What needs to be done
The answer required is how many lines of the following entries contain the word "lists", with no other words.

START Dataset records

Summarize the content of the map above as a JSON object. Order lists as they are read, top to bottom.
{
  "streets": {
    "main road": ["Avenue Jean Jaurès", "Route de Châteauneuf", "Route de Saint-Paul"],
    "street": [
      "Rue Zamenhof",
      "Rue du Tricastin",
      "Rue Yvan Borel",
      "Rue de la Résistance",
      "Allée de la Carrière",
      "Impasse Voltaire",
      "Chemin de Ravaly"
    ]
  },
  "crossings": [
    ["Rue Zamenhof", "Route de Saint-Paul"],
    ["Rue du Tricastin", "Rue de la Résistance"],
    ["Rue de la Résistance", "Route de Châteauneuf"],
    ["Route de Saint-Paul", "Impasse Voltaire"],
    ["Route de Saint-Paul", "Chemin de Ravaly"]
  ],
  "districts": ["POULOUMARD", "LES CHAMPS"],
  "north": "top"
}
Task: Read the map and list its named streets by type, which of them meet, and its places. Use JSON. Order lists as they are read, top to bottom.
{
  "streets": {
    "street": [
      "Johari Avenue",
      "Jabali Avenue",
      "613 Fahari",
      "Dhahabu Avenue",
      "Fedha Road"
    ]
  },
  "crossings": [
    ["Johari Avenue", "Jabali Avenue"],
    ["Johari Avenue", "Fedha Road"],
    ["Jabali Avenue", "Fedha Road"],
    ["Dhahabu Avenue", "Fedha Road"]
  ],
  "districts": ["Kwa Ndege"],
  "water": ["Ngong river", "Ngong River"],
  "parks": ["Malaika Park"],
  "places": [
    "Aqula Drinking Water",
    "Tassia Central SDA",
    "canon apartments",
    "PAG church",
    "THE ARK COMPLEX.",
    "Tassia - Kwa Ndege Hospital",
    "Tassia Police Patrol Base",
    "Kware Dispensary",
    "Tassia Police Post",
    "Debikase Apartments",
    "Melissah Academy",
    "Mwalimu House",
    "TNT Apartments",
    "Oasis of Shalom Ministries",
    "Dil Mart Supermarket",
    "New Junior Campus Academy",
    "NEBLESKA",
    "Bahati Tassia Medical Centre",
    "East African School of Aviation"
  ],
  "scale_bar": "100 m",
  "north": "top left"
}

END Dataset records

Written reply
2